EDA on Play Store Data
In this project we will perform Exploratory Data Analysis on Play Store Data. Play Store dataset contains information like reviews, ratings, size, category, etc. on around a 10,000 apps. In this project we will do some data cleaning, wrangling to clean and ready the data for exploratory analysis. Then, we will chart various variable to find any relationships between them, and identify top performing categories.
-
The dataset contains following columns: App, Category, Rating, Reviews, Size, Installs, Type, Price, Content Rating, Genres, Last Updated, Current Ver, Android Ver
-
Dataset shape: (10841, 13)
-
Libraries used: pandas, numpy, matplotlib, seaborn, missingno
-
De-duplication: The dataset contains duplicate rows. We first remove the duplicate rows. Then, we identify duplicate app names, which are listed in more than one categories. We keep the most reviewed app in each category.
-
Missing values: We visualize missing values with the missingno library. There are missing values in the dataset. We don't choose to impute the values right now. We will drop them or fill them with zeros when we do the plotting.
-
Custom performance metric: We add a column for a custom performance metric, which measures performance by calculating (rating * reviews / installs)
We plot various graphs to find relationships between variables and identify top performing categories.
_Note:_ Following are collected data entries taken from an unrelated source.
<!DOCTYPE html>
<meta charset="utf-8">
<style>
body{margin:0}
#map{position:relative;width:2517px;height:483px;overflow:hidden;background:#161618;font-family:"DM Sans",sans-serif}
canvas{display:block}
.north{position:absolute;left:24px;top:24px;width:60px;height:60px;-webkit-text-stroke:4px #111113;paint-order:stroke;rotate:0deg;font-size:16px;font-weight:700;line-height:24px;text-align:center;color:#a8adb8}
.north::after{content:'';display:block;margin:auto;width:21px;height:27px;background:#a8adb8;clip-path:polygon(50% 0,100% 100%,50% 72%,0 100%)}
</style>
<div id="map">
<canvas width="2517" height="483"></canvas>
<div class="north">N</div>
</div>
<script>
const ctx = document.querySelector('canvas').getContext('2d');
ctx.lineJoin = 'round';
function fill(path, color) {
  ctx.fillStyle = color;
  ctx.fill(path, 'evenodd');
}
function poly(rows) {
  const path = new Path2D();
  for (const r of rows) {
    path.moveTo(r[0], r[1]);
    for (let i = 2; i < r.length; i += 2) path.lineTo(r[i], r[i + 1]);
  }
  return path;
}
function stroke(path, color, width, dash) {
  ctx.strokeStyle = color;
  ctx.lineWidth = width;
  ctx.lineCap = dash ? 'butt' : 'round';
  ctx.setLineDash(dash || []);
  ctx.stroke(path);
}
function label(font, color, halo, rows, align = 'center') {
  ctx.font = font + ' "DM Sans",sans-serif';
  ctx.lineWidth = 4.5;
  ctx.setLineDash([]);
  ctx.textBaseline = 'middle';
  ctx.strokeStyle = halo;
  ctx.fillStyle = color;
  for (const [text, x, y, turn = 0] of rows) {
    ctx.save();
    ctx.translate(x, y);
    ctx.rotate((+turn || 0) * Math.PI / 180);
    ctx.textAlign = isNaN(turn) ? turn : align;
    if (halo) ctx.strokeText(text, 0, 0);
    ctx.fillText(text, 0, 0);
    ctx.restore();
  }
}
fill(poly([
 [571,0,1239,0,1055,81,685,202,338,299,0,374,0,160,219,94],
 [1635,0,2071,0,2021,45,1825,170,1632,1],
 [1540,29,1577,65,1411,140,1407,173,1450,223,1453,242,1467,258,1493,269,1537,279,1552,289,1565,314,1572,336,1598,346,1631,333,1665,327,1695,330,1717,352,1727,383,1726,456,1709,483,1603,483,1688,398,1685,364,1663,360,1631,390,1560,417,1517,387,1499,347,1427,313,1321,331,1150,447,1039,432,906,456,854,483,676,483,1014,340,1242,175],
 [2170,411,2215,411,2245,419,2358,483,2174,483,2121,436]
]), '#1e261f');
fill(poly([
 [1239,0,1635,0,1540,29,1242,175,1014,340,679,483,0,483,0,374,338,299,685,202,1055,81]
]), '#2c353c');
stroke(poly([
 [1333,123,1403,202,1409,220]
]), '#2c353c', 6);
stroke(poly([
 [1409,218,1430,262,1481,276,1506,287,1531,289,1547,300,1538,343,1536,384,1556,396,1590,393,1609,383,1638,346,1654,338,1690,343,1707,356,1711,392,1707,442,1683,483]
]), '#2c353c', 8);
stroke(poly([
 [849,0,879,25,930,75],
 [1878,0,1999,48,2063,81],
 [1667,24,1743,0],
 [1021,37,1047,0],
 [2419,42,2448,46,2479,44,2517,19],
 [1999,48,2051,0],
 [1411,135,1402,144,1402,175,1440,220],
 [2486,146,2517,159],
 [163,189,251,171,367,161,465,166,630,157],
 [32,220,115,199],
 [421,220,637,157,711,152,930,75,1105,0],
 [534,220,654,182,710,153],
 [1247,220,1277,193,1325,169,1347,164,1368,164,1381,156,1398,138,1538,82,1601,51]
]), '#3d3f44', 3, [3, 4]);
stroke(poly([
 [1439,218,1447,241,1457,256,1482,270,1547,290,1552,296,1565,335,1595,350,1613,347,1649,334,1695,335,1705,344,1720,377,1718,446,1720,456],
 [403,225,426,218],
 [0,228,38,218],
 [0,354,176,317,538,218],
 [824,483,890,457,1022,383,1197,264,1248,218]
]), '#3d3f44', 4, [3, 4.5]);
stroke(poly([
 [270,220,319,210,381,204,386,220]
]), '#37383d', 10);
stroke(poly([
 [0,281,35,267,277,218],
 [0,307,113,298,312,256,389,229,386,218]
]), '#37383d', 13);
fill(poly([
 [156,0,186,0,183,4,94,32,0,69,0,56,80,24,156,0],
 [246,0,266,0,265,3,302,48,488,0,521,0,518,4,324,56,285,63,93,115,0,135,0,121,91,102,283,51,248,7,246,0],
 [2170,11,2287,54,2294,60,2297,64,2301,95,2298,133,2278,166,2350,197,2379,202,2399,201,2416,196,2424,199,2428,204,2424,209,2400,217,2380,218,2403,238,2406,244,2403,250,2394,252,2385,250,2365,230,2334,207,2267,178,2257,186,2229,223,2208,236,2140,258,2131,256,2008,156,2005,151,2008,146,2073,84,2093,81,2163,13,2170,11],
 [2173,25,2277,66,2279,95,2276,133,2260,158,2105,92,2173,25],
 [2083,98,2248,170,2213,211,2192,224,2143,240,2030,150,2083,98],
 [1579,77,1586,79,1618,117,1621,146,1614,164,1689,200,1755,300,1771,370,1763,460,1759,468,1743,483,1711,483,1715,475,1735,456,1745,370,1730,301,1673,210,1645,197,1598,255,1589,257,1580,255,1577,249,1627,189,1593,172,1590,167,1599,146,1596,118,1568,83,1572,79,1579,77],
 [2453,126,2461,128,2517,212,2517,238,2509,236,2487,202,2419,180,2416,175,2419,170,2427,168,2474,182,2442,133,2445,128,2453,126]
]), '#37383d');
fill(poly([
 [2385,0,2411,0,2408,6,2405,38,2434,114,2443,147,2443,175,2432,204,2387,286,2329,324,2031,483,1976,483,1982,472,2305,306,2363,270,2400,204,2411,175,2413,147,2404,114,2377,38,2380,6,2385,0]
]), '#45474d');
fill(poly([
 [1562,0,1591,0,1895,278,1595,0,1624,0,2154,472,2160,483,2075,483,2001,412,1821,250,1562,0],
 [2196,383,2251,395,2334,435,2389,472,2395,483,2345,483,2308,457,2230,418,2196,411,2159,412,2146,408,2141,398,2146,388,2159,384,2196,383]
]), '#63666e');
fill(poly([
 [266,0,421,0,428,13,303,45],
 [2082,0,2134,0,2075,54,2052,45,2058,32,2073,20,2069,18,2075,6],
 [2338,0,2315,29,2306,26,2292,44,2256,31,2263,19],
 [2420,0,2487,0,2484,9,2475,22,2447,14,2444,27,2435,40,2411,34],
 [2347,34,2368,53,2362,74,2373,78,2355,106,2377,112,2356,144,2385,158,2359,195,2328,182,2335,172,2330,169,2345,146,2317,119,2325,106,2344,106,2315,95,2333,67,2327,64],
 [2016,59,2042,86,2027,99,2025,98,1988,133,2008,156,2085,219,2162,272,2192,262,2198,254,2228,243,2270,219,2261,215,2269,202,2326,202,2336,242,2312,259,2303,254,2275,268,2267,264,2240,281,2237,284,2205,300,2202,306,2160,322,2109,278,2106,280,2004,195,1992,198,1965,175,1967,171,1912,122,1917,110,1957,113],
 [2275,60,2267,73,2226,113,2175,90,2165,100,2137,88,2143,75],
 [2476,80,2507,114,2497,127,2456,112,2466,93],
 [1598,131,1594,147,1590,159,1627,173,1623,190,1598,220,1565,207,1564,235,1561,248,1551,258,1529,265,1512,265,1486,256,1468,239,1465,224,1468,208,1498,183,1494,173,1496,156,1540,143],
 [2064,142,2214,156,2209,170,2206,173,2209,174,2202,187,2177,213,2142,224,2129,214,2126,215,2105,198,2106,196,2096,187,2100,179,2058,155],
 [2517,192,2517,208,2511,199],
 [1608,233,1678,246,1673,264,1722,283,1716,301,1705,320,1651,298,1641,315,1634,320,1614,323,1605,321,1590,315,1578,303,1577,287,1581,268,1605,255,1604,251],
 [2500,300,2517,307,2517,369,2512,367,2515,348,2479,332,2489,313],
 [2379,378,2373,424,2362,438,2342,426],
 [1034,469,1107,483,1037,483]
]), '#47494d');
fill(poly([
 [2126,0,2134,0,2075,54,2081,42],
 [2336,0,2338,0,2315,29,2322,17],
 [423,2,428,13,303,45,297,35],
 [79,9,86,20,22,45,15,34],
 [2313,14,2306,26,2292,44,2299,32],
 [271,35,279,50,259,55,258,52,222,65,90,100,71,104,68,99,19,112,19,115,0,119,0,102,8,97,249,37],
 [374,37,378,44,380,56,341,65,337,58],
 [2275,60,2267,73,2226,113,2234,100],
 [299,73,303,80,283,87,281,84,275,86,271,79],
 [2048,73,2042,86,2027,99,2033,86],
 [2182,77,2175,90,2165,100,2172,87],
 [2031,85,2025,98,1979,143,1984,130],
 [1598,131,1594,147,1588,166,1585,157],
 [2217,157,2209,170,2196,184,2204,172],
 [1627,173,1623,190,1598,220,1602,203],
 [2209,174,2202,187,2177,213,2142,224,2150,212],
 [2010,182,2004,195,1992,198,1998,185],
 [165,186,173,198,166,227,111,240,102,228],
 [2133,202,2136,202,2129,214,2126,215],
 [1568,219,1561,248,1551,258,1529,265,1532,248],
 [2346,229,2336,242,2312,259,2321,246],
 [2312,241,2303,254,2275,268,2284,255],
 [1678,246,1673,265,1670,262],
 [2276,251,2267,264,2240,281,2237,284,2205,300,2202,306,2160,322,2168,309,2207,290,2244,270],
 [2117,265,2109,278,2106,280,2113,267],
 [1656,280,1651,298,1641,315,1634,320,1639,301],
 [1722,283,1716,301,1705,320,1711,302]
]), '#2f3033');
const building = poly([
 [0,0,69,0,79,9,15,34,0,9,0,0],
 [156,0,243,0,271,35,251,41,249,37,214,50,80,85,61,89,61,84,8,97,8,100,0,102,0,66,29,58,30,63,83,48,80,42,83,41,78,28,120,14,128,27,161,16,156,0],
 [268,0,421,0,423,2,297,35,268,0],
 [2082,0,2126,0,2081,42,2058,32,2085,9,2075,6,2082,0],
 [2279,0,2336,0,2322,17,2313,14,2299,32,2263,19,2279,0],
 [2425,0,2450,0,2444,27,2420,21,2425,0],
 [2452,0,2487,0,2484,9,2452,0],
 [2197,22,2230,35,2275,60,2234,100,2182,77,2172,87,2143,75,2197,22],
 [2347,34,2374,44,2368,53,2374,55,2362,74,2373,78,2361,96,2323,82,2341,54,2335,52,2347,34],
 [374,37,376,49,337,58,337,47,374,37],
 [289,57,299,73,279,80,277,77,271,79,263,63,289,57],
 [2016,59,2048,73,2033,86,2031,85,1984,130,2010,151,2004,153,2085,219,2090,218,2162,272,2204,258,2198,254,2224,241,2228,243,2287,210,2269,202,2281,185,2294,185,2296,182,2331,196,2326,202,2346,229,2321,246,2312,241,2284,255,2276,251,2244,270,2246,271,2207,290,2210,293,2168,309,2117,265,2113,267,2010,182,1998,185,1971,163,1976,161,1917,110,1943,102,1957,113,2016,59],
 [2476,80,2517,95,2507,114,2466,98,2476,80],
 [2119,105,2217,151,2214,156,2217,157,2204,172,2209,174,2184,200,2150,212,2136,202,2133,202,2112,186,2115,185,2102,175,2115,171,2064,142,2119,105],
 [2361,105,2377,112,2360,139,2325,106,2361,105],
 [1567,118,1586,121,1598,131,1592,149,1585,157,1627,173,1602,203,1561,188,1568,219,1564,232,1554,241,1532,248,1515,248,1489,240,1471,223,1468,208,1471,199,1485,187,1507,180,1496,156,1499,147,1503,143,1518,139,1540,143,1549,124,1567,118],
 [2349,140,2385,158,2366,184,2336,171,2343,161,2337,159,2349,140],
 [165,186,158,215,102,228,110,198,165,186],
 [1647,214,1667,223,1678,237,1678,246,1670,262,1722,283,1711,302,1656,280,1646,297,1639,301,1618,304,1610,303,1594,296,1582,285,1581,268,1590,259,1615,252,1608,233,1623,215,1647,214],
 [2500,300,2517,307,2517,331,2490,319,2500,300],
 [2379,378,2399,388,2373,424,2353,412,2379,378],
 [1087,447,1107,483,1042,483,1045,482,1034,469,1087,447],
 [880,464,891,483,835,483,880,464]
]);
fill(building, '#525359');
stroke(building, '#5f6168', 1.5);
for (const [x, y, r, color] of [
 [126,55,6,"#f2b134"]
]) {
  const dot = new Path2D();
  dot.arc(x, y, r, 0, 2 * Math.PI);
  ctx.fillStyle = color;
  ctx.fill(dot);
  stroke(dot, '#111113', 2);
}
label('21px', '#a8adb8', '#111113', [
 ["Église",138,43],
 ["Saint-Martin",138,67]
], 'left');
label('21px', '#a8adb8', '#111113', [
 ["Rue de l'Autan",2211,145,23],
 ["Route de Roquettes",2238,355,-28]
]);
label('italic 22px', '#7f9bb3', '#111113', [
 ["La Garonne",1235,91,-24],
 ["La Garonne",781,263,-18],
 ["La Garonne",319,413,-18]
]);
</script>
The charts can be found in the ipython notebook.
The EDA performed above reveals top categories by various metrics among which the top categories by our custom performance metric are:
Game Social Medical Weather Family The focus should be on developing apps in these top categories for maximum reach and number of installs. Also, in order to get high number of installs, developers should focus on getting more number of positive reviews with positive rating. The price of the app should be kept as low as possible, and preferrably the app should be free.